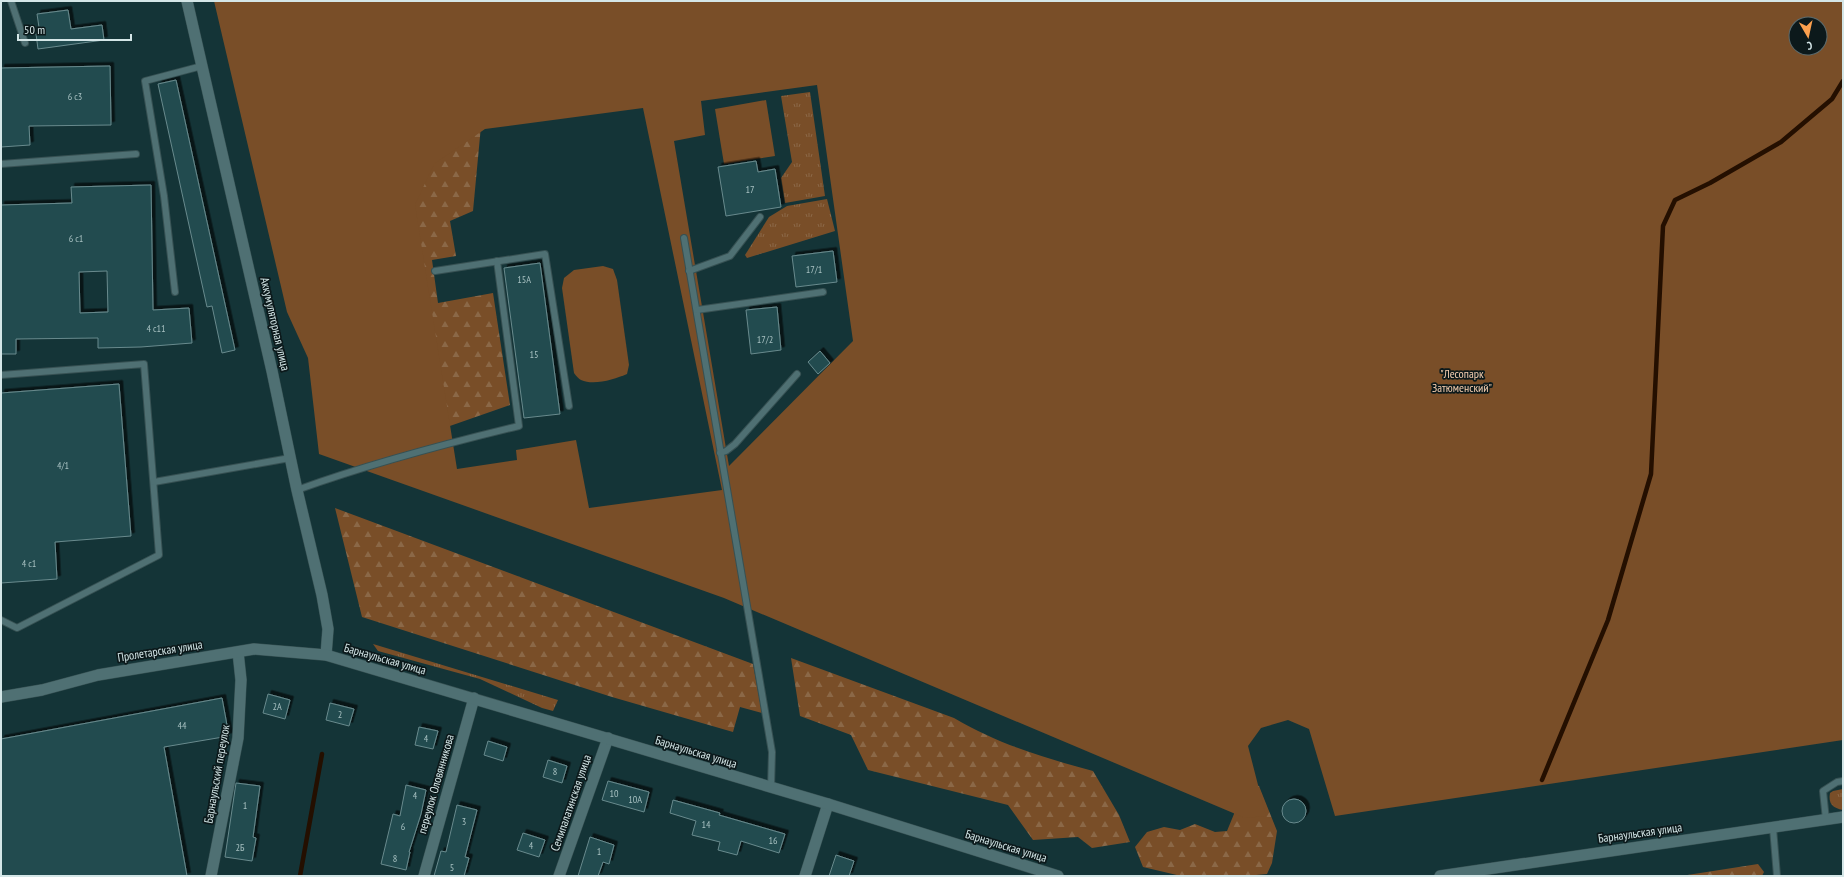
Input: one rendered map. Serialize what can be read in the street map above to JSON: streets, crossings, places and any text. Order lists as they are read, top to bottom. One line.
{"streets":{"street":["Аккумуляторная улица","Пролетарская улица","Барнаульская улица","Барнаульский переулок","переулок Оловянникова","Семипалатинская улица"]},"crossings":[["Аккумуляторная улица","Пролетарская улица"],["Аккумуляторная улица","Барнаульская улица"],["Пролетарская улица","Барнаульская улица"],["Пролетарская улица","Барнаульский переулок"],["Барнаульская улица","переулок Оловянникова"],["Барнаульская улица","Семипалатинская улица"]],"parks":["\"Лесопарк Затюменский\""],"house_numbers":["6 с3","17","6 с1","17/1","15А","4 с11","17/2","15","4/1","4 с1","2А","2","44","4","8","10","4","10А","1","3","14","6","16","4","2Б","1","8","5"],"scale_bar":"50 m","north":"bottom"}
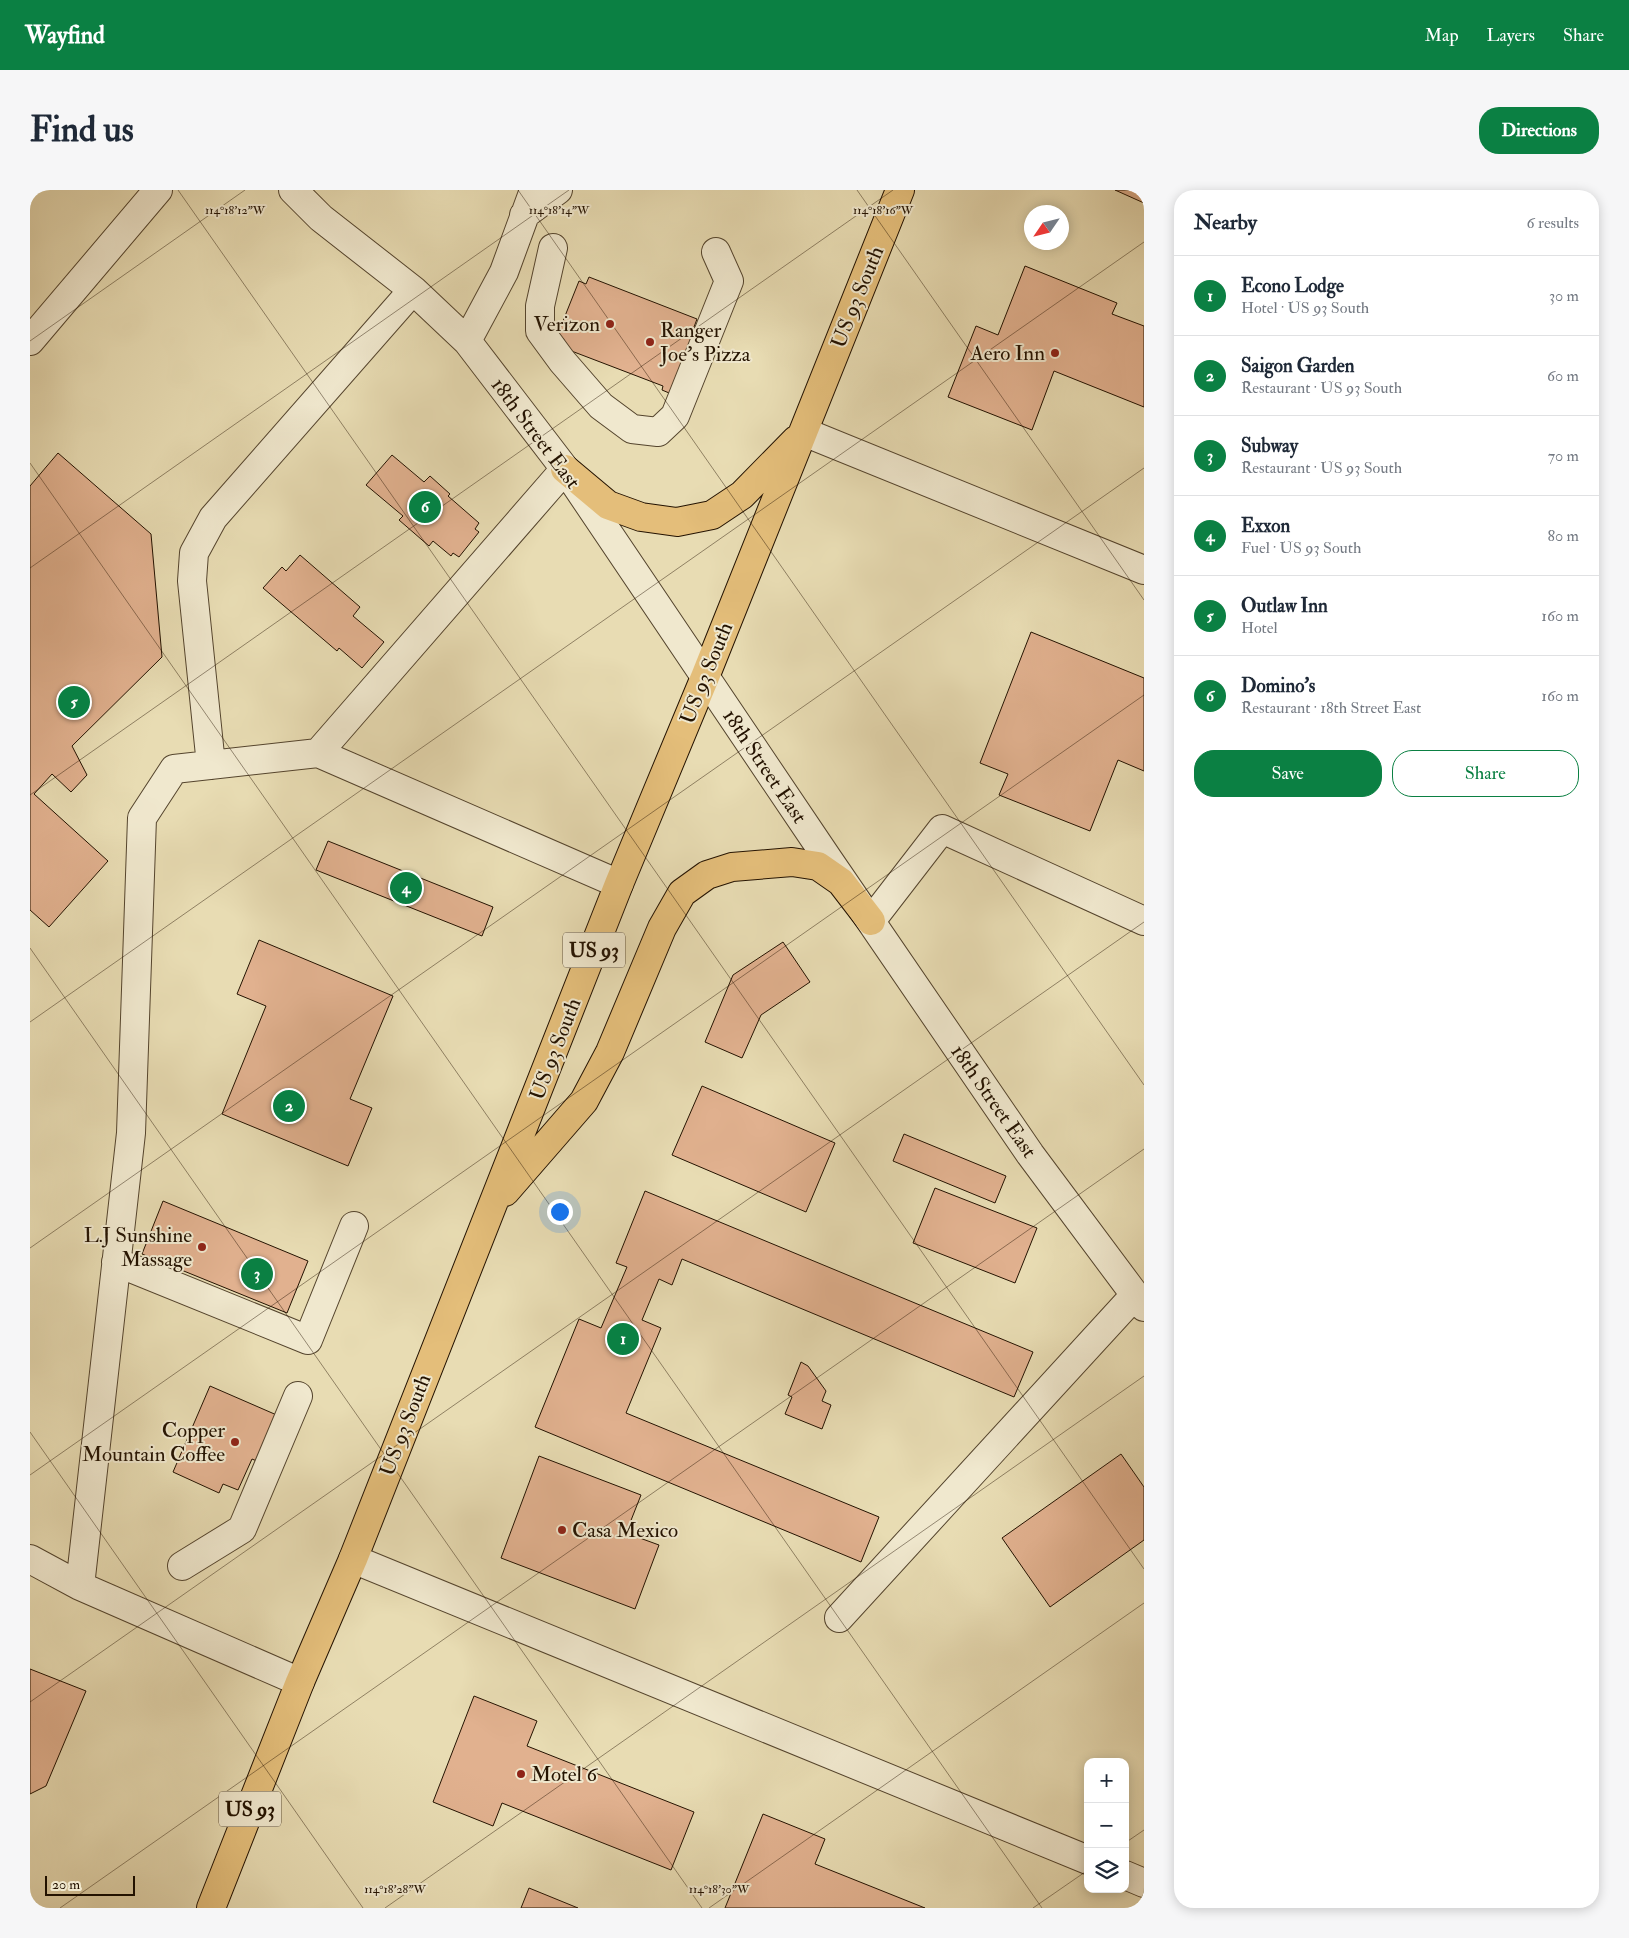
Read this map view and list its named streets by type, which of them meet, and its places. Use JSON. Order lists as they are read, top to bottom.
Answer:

....

Pictures in the listing above must be skipped; everything else should be copied exactly.

Input: one rendered map. Serialize what can be read in the street map above to JSON: streets, crossings, places and any text. Order lists as they are read, top to bottom. One line.
{"streets":{"street":["Аккумуляторная улица","Пролетарская улица","Барнаульская улица","Барнаульский переулок","переулок Оловянникова","Семипалатинская улица"]},"crossings":[["Аккумуляторная улица","Пролетарская улица"],["Аккумуляторная улица","Барнаульская улица"],["Пролетарская улица","Барнаульская улица"],["Пролетарская улица","Барнаульский переулок"],["Барнаульская улица","переулок Оловянникова"],["Барнаульская улица","Семипалатинская улица"]],"parks":["\"Лесопарк Затюменский\""],"house_numbers":["6 с3","17","6 с1","17/1","15А","4 с11","17/2","15","4/1","4 с1","2А","2","44","4","8","10","4","10А","1","3","14","6","16","4","2Б","1","8","5"],"scale_bar":"50 m","north":"bottom"}
Read this map view and list its named streets by type, which of them meet, and its places. Use JSON. Order lists as they are read, top to bottom.
Answer:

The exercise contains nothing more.